What is required
Of the records that follow, copy only the lines from the line containing "0 0 0 0 .09" to the line containing "M687,27L706,151L656,158L637,35Z", both included, exactly as written.
(Records to use Opens)
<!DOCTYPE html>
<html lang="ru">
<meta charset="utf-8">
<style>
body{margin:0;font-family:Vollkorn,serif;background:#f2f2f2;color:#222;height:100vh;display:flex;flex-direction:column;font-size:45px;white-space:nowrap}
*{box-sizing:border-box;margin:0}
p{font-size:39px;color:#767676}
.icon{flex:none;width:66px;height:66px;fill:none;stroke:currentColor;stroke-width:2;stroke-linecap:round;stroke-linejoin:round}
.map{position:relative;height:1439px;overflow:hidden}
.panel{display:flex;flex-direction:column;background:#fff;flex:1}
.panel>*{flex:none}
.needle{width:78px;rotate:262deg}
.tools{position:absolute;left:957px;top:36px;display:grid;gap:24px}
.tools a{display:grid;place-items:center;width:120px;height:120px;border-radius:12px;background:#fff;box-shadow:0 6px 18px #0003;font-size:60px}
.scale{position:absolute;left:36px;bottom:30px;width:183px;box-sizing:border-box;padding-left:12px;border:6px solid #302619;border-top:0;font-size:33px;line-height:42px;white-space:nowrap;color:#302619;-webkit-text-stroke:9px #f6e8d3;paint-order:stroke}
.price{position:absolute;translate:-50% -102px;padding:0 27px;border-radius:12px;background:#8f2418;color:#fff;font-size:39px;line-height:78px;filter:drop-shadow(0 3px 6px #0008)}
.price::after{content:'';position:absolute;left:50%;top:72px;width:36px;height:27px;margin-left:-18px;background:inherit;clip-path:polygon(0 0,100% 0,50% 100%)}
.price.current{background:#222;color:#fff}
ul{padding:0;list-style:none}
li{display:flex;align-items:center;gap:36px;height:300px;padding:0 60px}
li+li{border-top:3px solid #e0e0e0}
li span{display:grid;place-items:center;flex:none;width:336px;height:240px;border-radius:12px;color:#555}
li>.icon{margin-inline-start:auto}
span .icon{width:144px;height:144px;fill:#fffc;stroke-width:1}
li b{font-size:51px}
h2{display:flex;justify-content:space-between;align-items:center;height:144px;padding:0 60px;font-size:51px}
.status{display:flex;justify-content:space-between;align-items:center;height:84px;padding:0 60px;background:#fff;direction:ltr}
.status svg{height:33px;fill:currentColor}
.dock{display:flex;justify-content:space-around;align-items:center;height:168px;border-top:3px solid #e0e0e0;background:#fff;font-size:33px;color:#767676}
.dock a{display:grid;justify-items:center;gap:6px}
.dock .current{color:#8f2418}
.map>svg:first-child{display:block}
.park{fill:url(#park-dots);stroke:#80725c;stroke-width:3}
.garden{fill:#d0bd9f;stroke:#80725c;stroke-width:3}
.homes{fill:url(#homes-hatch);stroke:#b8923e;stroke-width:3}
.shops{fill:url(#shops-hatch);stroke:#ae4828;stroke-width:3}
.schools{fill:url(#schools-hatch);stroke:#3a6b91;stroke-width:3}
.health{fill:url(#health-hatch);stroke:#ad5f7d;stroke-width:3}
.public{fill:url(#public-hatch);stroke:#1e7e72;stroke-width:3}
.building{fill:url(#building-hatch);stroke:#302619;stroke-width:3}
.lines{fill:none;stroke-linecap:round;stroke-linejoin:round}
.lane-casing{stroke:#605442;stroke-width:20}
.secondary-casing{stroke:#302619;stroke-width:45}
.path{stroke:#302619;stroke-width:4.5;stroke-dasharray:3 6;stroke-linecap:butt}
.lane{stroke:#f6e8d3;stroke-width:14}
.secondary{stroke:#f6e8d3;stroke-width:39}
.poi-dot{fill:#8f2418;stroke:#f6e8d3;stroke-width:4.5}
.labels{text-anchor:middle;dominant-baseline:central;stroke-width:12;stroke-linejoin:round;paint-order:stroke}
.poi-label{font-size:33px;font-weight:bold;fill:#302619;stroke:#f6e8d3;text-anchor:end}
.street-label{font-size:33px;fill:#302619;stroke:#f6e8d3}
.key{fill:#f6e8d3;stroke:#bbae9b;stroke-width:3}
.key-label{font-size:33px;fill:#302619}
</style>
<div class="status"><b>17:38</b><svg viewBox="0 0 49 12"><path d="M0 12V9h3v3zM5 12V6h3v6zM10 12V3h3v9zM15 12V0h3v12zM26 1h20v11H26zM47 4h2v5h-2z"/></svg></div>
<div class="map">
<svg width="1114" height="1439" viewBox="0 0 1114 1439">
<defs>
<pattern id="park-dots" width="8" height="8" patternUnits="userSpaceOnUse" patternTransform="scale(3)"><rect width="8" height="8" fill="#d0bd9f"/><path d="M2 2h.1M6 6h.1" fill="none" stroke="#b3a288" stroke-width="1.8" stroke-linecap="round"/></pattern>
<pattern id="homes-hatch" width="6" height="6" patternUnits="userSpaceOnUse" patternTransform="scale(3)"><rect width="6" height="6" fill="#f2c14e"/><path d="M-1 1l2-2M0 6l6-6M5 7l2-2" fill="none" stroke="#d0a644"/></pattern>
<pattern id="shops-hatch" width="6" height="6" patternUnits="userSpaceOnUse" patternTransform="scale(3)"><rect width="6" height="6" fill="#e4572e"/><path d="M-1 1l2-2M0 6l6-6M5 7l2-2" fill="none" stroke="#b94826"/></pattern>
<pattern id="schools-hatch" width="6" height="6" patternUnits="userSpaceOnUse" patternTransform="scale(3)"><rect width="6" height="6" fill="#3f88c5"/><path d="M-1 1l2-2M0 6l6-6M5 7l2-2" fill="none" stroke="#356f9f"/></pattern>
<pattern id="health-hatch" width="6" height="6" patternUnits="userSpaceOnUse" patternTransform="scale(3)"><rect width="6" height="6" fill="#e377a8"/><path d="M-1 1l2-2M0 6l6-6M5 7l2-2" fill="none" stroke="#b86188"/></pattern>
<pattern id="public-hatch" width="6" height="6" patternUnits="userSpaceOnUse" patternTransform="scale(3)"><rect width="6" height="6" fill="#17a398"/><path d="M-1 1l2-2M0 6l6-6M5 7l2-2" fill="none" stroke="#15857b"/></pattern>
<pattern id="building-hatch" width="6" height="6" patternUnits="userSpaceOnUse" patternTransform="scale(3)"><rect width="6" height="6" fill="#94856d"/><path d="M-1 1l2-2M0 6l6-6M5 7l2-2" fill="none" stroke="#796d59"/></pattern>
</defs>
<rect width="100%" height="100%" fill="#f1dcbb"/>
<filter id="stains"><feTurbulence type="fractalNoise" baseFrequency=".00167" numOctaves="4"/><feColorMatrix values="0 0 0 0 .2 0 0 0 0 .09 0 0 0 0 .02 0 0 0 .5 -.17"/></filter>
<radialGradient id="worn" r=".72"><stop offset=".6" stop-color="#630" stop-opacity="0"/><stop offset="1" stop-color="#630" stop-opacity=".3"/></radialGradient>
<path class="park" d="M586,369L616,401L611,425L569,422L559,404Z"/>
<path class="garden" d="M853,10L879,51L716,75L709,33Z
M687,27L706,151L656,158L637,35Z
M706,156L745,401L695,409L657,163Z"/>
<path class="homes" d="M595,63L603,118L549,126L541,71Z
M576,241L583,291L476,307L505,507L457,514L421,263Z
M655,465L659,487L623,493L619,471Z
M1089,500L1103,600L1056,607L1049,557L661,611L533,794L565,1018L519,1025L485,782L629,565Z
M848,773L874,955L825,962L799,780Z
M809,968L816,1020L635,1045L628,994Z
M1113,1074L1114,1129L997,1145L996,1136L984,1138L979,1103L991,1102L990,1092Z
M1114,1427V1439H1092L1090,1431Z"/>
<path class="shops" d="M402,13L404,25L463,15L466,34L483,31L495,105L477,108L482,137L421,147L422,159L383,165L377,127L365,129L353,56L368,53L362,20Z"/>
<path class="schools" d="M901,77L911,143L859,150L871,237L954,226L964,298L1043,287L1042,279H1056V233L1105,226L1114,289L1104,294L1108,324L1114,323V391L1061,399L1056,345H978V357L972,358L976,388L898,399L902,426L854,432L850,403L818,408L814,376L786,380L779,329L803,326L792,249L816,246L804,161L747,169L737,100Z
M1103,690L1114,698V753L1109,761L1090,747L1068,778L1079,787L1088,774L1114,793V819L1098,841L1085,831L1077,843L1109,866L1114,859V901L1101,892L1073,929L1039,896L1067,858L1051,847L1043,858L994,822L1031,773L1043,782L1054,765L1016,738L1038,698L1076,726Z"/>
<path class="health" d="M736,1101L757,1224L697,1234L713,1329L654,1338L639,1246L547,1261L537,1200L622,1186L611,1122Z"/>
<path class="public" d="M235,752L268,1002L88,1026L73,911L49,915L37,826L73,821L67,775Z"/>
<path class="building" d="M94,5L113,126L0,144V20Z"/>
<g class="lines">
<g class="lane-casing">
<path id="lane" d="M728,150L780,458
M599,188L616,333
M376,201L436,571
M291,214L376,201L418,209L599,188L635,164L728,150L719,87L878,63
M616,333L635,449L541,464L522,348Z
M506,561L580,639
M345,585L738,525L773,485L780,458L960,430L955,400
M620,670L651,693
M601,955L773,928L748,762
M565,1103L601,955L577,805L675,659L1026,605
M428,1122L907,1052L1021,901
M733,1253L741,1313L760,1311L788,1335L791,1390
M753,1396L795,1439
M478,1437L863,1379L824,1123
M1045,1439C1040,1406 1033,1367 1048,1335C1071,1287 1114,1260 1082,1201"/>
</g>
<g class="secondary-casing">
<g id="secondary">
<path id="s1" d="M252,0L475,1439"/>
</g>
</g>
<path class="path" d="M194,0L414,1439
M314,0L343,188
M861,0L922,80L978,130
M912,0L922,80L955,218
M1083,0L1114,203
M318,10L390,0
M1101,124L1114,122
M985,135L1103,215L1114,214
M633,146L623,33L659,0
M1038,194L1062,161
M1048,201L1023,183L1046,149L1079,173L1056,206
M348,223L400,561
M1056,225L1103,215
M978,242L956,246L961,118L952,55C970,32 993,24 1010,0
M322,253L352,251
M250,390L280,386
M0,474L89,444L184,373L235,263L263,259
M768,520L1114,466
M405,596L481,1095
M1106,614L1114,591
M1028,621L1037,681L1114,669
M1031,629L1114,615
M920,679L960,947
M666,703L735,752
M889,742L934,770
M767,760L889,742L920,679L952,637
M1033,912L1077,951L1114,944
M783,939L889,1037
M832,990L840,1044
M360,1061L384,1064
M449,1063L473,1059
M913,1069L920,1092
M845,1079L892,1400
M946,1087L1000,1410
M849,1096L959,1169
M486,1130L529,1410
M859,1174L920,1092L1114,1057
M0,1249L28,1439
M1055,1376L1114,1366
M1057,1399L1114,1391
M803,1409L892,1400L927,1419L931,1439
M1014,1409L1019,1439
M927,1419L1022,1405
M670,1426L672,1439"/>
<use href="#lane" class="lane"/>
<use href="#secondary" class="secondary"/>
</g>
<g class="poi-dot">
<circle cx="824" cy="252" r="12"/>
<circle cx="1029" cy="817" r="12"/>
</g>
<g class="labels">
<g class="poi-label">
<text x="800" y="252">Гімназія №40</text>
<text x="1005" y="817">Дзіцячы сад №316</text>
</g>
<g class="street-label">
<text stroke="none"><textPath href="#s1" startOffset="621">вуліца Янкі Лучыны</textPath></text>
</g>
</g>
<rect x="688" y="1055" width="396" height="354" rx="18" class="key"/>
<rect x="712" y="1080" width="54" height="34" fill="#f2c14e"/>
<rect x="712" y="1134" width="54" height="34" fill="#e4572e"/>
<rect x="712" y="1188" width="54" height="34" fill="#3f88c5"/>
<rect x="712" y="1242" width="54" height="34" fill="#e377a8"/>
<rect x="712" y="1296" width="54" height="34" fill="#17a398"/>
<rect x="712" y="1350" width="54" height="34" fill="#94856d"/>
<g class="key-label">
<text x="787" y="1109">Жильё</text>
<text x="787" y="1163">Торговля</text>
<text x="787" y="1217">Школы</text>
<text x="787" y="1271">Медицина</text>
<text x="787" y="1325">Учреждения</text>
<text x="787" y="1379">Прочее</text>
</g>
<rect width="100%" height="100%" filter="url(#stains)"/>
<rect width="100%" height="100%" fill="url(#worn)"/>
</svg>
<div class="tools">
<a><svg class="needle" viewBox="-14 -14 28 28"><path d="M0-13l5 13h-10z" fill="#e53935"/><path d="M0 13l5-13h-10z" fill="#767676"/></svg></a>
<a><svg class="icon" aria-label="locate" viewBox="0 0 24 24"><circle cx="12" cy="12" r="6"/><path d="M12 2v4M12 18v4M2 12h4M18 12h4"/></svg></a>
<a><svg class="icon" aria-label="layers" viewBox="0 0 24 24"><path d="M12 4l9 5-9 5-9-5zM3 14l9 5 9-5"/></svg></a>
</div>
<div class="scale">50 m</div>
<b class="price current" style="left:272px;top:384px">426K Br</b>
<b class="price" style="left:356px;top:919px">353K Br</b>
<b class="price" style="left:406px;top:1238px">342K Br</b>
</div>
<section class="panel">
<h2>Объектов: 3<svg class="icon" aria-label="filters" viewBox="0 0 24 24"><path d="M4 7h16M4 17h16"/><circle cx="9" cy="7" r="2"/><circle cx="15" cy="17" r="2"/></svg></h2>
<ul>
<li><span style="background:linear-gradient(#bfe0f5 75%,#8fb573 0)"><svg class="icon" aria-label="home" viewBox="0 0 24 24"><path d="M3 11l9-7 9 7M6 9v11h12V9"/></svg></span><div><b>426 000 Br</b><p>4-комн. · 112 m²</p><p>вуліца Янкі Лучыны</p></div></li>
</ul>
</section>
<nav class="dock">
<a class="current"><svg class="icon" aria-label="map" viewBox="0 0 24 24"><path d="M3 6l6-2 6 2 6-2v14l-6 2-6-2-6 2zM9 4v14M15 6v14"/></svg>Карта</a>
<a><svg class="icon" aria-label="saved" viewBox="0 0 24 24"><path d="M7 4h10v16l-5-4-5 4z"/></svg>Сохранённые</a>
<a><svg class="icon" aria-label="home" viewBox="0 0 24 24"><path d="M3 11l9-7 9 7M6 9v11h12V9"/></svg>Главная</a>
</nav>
(Records to use Closes)
Exercise solution
<filter id="stains"><feTurbulence type="fractalNoise" baseFrequency=".00167" numOctaves="4"/><feColorMatrix values="0 0 0 0 .2 0 0 0 0 .09 0 0 0 0 .02 0 0 0 .5 -.17"/></filter>
<radialGradient id="worn" r=".72"><stop offset=".6" stop-color="#630" stop-opacity="0"/><stop offset="1" stop-color="#630" stop-opacity=".3"/></radialGradient>
<path class="park" d="M586,369L616,401L611,425L569,422L559,404Z"/>
<path class="garden" d="M853,10L879,51L716,75L709,33Z
M687,27L706,151L656,158L637,35Z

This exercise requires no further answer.